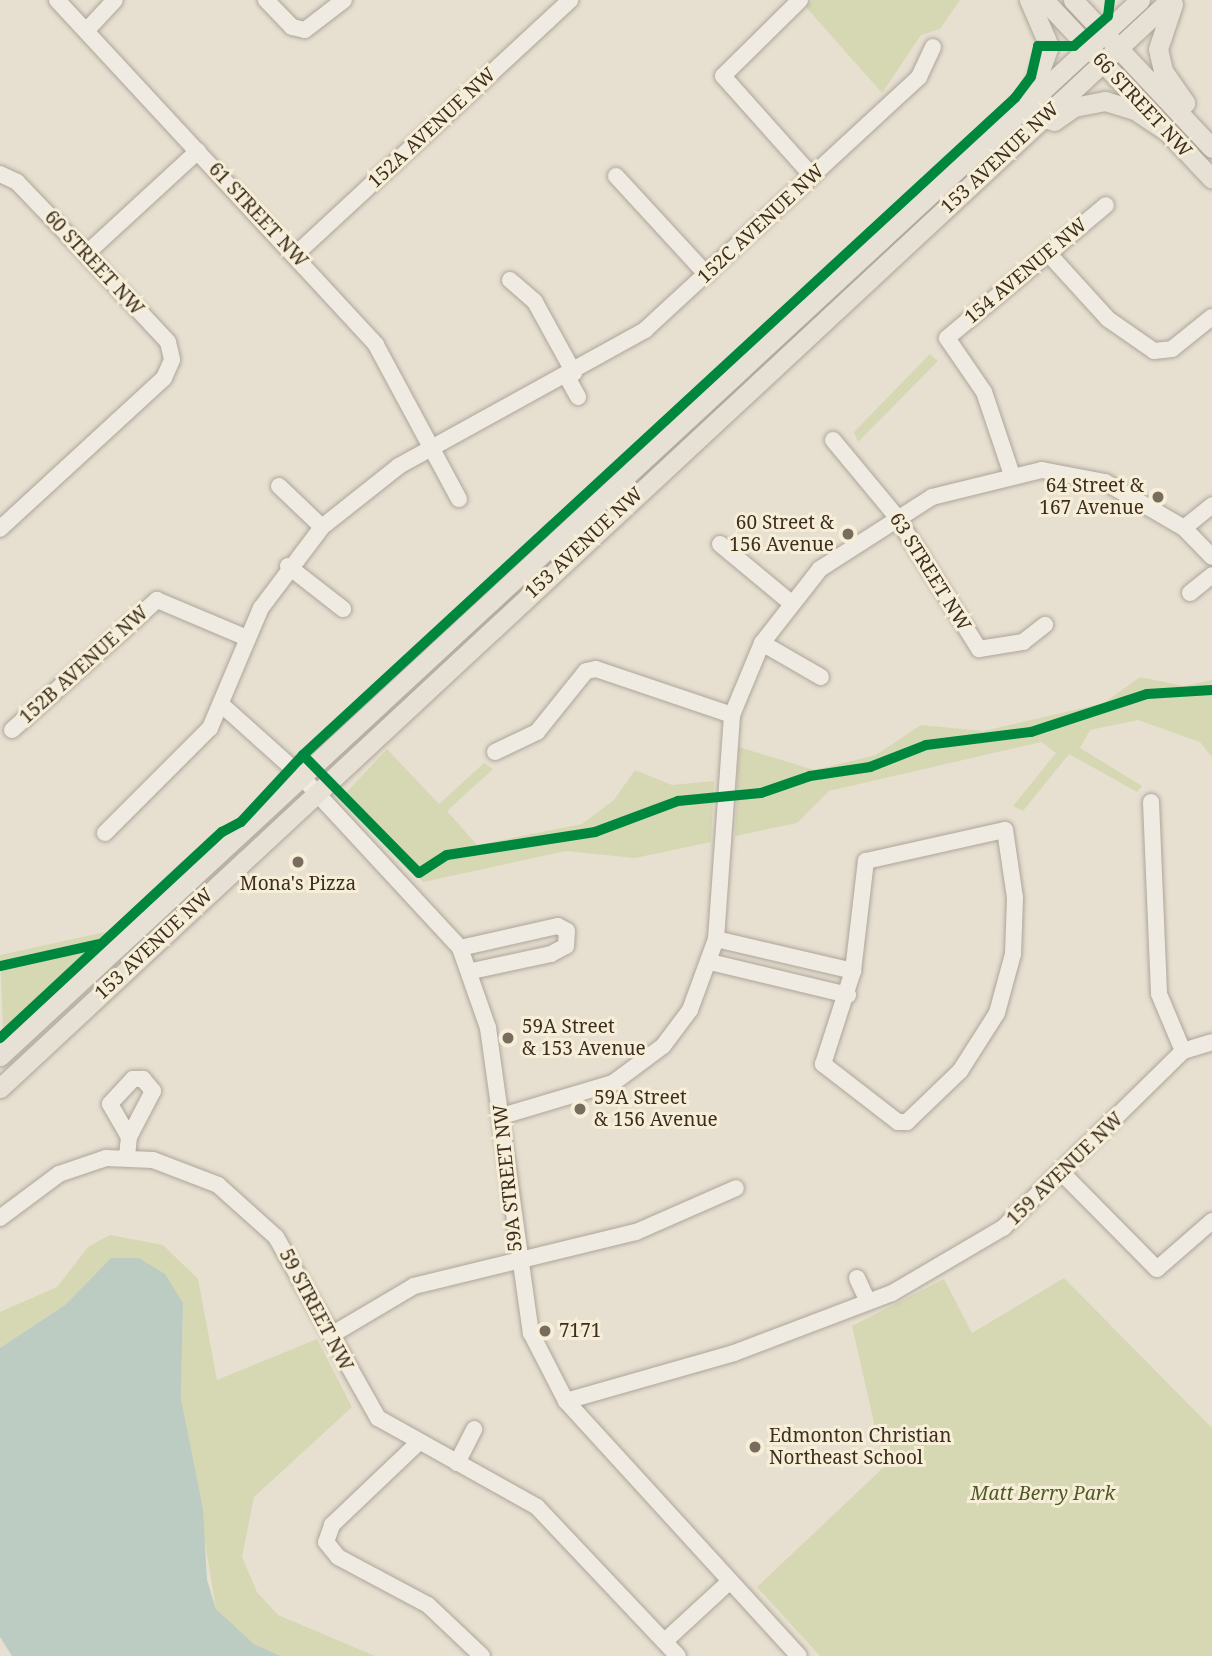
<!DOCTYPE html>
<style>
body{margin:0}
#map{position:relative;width:1212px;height:1656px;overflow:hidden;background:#e7e0d1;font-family:"Noto Serif",serif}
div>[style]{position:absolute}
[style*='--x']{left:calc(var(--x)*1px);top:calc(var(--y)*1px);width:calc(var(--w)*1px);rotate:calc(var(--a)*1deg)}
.green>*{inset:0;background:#d6d7b3}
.water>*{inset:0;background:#bcccc2}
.roads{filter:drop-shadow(0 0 2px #ada599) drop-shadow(0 0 2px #ada599)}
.minor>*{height:16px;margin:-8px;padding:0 8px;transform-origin:8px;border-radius:8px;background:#efebe3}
.major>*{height:19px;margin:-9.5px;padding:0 9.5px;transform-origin:9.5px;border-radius:9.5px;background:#e6e1d4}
.cycleway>*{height:10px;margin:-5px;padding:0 5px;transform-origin:5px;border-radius:5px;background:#00873e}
.dots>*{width:19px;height:19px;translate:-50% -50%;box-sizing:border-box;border:4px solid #f7eed8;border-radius:50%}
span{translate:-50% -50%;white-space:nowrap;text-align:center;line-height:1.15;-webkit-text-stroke:6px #f7eed8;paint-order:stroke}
.street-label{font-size:19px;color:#3d2e20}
.poi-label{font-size:19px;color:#3d2e20}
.right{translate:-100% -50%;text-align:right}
.left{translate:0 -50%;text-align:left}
.park-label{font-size:19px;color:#4d5a26;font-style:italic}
</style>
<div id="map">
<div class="green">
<div style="clip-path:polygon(813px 0,960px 0,940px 29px,921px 35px,882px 93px,805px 6px)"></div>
<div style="clip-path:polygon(930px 354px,938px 361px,858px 442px,854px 432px)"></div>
<div style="clip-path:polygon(1140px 677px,1184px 686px,1212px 680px,1212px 757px,1200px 742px,1138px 720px,1090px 730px,1080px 748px,1142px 786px,1137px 792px,1069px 754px,1023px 811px,1013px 806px,1056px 753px,1041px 742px,829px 791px,797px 823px,735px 836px,739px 747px,814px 770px,876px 755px,921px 725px,984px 731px,1104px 703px)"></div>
<div style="clip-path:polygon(387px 749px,439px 804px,484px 763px,493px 769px,447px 811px,477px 845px,582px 824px,614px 800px,635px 770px,672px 785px,714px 781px,711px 842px,635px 858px,566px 851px,423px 882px,344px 795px)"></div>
<div style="clip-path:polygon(110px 931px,3px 1028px,0 955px)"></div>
<div style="clip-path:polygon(110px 1235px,163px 1245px,198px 1279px,217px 1380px,317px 1339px,352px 1407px,254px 1497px,242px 1557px,257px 1592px,278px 1615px,375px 1656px,281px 1656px,254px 1644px,216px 1609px,181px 1399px,183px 1303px,111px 1258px,65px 1305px,0 1348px,0 1312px,57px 1287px,88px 1247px)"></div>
<div style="clip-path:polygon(1064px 1278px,1212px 1428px,1212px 1656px,820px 1656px,757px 1587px,884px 1467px,852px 1326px,944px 1279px,972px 1333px)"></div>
</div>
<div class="water">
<div style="clip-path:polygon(111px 1258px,139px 1258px,165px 1274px,183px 1303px,181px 1399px,203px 1509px,207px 1580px,216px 1609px,254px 1644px,281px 1656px,12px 1656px,0 1637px,0 1348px,65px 1305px)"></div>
</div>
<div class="roads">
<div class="minor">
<div style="--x:57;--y:0;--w:470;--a:47.2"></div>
<div style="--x:376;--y:345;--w:175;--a:61.7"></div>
<div style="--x:266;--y:0;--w:37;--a:46"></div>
<div style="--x:292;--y:27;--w:13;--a:13"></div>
<div style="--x:305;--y:30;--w:49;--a:-37.6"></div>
<div style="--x:800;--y:0;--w:108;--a:135.4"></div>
<div style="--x:723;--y:76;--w:134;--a:48.3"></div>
<div style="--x:86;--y:31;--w:42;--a:-46.9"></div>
<div style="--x:0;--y:174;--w:19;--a:25"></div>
<div style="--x:17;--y:182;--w:100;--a:46.2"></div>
<div style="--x:86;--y:254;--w:120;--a:47"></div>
<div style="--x:168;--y:342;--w:18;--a:77"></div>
<div style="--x:172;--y:360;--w:20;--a:114"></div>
<div style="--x:164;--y:378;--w:223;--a:137.4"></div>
<div style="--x:616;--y:176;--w:134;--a:47.4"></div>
<div style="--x:1048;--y:253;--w:89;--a:47.7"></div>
<div style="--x:1108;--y:319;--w:56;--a:34.8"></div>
<div style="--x:1154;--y:351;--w:18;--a:-6"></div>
<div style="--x:1172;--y:349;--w:51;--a:-38.7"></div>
<div style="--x:86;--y:254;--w:152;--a:-42.6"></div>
<div style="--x:295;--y:255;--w:375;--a:-42.8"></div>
<div style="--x:510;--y:280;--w:33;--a:41"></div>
<div style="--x:535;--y:302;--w:81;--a:61.2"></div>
<div style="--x:567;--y:377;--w:23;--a:61"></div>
<div style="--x:833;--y:440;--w:99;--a:50.3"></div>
<div style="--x:896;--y:516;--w:157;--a:58"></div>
<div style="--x:979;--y:649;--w:45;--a:-9"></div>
<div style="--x:1023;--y:642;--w:28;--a:-38"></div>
<div style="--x:1012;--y:475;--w:88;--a:-108.6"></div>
<div style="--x:984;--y:392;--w:65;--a:-124.4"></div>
<div style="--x:947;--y:338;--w:207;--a:-39.9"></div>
<div style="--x:279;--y:486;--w:59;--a:43.6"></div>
<div style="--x:1184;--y:528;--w:36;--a:-39"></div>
<div style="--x:720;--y:544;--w:92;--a:39.7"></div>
<div style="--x:288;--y:566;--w:70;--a:38"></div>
<div style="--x:1190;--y:593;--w:28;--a:-39"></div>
<div style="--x:762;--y:643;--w:68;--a:30"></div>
<div style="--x:222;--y:705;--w:105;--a:41.9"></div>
<div style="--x:300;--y:775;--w:236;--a:47.2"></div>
<div style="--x:460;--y:948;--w:85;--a:70.7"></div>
<div style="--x:488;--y:1028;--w:308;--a:82"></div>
<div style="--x:531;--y:1333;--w:76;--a:62.8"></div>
<div style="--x:566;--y:1401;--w:345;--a:47.6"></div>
<div style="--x:12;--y:730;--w:195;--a:-41.9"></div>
<div style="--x:157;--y:600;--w:98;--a:22.9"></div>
<div style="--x:495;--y:752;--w:47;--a:-25.5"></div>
<div style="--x:537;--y:732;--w:78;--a:-51.2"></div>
<div style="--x:586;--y:671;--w:10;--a:-11"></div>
<div style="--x:596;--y:669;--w:144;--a:18.7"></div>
<div style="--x:1151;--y:802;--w:192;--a:87.6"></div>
<div style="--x:1159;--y:994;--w:62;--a:67.2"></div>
<div style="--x:1005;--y:830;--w:69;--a:81.6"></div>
<div style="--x:1015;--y:898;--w:56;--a:92"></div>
<div style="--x:1013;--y:954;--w:61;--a:105.2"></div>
<div style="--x:997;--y:1013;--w:69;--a:122.5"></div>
<div style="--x:960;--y:1071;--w:74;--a:136.1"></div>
<div style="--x:907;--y:1122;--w:9;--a:180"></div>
<div style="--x:898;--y:1122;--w:95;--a:-142.3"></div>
<div style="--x:823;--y:1064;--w:98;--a:-72.1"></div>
<div style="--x:853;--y:971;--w:111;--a:-83.3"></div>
<div style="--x:866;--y:861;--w:142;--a:-12.6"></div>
<div style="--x:105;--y:833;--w:148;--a:-45"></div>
<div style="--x:210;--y:728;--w:130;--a:-67"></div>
<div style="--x:261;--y:608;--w:101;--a:-53"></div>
<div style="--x:322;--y:527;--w:98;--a:-38.4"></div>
<div style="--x:399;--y:466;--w:281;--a:-28.9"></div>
<div style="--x:645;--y:330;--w:373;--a:-42.7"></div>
<div style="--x:919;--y:77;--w:33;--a:-65"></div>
<div style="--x:716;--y:939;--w:141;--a:13.1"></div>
<div style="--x:460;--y:948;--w:100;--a:-12.7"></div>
<div style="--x:558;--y:926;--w:10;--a:29"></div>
<div style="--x:567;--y:931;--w:15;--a:94"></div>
<div style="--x:566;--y:946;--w:17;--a:152"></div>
<div style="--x:551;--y:954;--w:81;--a:167.9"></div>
<div style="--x:710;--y:962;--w:142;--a:13.4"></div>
<div style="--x:502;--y:1116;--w:116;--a:-16.6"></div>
<div style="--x:613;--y:1083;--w:62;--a:-36.5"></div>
<div style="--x:663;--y:1046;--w:45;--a:-53.1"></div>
<div style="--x:690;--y:1010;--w:76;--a:-69.9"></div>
<div style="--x:716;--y:939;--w:225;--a:-85.9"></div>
<div style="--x:732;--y:715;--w:78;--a:-67.4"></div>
<div style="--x:762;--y:643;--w:94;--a:-51.9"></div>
<div style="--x:820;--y:569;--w:133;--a:-32.7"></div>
<div style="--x:932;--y:497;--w:113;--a:-13.8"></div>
<div style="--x:1042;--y:470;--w:64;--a:10.8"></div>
<div style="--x:1105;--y:482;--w:91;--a:30.2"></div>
<div style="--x:1184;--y:528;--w:40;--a:46"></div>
<div style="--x:127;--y:1156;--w:19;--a:-84"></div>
<div style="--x:129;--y:1137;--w:52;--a:-62.4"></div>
<div style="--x:153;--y:1091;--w:16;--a:-130"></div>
<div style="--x:143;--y:1079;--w:10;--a:180"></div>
<div style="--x:133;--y:1079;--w:34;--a:133"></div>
<div style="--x:110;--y:1104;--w:38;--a:60"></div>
<div style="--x:1064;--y:1175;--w:132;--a:45.3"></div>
<div style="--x:1157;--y:1269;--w:73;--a:-41.1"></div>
<div style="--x:0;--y:1218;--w:74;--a:-36.7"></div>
<div style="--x:59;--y:1174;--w:50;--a:-18.8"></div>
<div style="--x:106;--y:1158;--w:47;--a:2.4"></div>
<div style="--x:153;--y:1160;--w:70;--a:21"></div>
<div style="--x:218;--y:1185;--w:78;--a:41.9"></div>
<div style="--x:276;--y:1237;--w:208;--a:60.6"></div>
<div style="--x:378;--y:1418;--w:182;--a:29.2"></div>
<div style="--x:537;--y:1507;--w:205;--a:46.6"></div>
<div style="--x:857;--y:1278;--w:26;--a:65"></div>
<div style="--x:333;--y:1334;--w:94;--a:-30.7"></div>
<div style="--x:414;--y:1286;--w:228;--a:-13.7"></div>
<div style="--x:636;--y:1232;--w:109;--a:-23.7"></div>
<div style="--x:566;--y:1401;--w:175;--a:-15.9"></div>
<div style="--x:734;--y:1353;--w:169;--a:-20.8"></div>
<div style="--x:892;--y:1293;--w:129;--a:-30.4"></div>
<div style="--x:1003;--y:1228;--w:252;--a:-44.5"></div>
<div style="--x:1183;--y:1051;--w:30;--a:-17"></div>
<div style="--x:418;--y:1443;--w:119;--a:136.4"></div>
<div style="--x:332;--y:1525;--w:18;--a:109"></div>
<div style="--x:326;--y:1542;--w:19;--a:51"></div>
<div style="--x:338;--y:1557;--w:102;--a:28.1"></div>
<div style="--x:428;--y:1605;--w:74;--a:43.4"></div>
<div style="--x:457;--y:1463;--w:38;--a:-63"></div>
<div style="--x:665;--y:1641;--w:88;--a:-42.7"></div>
</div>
<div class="major">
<div style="--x:1029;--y:0;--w:50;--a:66.5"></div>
<div style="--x:1049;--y:46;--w:52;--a:110.2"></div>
<div style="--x:1044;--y:0;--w:245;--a:46.8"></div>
<div style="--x:1073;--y:0;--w:203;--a:46.8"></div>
<div style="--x:1173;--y:4;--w:47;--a:108.4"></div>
<div style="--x:1158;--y:49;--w:23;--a:77"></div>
<div style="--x:1163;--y:71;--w:39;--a:55"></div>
<div style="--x:1054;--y:121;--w:24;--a:-35"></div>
<div style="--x:1074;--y:107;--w:32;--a:-11"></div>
<div style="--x:1105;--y:101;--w:31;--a:17"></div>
<div style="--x:1135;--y:110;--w:37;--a:34"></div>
<div style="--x:0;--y:1056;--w:1554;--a:-42.81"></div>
<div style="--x:0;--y:1088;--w:1598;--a:-42.92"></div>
</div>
</div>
<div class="cycleway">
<div style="--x:303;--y:755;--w:165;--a:45.5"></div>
<div style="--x:419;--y:873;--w:33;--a:-33"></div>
<div style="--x:447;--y:855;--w:150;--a:-8.8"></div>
<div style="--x:595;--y:832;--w:89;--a:-20.5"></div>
<div style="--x:678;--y:801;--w:83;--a:-5.5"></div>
<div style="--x:761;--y:793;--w:52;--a:-19.1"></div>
<div style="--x:810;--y:776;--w:61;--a:-8.5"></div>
<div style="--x:870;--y:767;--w:60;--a:-21.4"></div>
<div style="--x:926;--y:745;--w:106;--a:-7.1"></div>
<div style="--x:1031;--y:732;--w:122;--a:-18.1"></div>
<div style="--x:1147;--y:694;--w:65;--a:-3.5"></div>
<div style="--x:0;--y:966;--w:101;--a:-12.5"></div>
<div style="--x:0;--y:1038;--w:303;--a:-42.9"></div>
<div style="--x:222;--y:832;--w:21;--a:-28"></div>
<div style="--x:241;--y:822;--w:91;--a:-47.2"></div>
<div style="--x:303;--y:755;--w:969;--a:-42.7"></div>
<div style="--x:1015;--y:98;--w:26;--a:-53"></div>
<div style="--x:1031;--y:77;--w:32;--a:-77"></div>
<div style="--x:1038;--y:46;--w:36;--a:0"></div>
<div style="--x:1074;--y:46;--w:45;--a:-41.4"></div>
<div style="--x:1108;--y:16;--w:16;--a:-83"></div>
</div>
<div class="dots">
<div style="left:1158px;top:497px;background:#786c5e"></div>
<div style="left:848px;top:534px;background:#786c5e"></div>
<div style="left:298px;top:862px;background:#786c5e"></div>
<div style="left:508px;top:1038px;background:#786c5e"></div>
<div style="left:580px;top:1109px;background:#786c5e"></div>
<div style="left:545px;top:1331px;background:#786c5e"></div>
<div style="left:755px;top:1447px;background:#786c5e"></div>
</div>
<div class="street-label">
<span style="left:1142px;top:105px;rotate:47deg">66 STREET NW</span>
<span style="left:432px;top:128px;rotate:-43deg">152A AVENUE NW</span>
<span style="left:1000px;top:158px;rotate:-43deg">153 AVENUE NW</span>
<span style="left:258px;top:215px;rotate:47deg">61 STREET NW</span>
<span style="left:761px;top:224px;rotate:-43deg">152C AVENUE NW</span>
<span style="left:94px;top:263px;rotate:47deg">60 STREET NW</span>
<span style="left:1026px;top:271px;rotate:-40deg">154 AVENUE NW</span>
<span style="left:584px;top:543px;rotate:-43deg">153 AVENUE NW</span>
<span style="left:930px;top:572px;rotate:58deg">63 STREET NW</span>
<span style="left:84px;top:665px;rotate:-42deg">152B AVENUE NW</span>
<span style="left:154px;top:944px;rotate:-43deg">153 AVENUE NW</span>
<span style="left:1065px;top:1169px;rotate:-44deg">159 AVENUE NW</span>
<span style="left:508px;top:1178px;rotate:-96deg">59A STREET NW</span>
<span style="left:316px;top:1310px;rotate:62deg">59 STREET NW</span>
</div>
<div class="poi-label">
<span class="right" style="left:1144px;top:497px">64 Street &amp;<br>167 Avenue</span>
<span class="right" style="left:834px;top:534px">60 Street &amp;<br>156 Avenue</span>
<span style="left:298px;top:884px">Mona's Pizza</span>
<span class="left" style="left:522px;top:1038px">59A Street<br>&amp; 153 Avenue</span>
<span class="left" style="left:594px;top:1109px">59A Street<br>&amp; 156 Avenue</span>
<span class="left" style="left:559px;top:1331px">7171</span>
<span class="left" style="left:769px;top:1447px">Edmonton Christian<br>Northeast School</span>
</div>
<div class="park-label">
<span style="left:1043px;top:1494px">Matt Berry Park</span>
</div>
</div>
_ _ _ _ _
* [Required action]
Search the data for the string "inset" and copy each line where it appears.

* [Solution for this exercise]
.green>*{inset:0;background:#d6d7b3}
.water>*{inset:0;background:#bcccc2}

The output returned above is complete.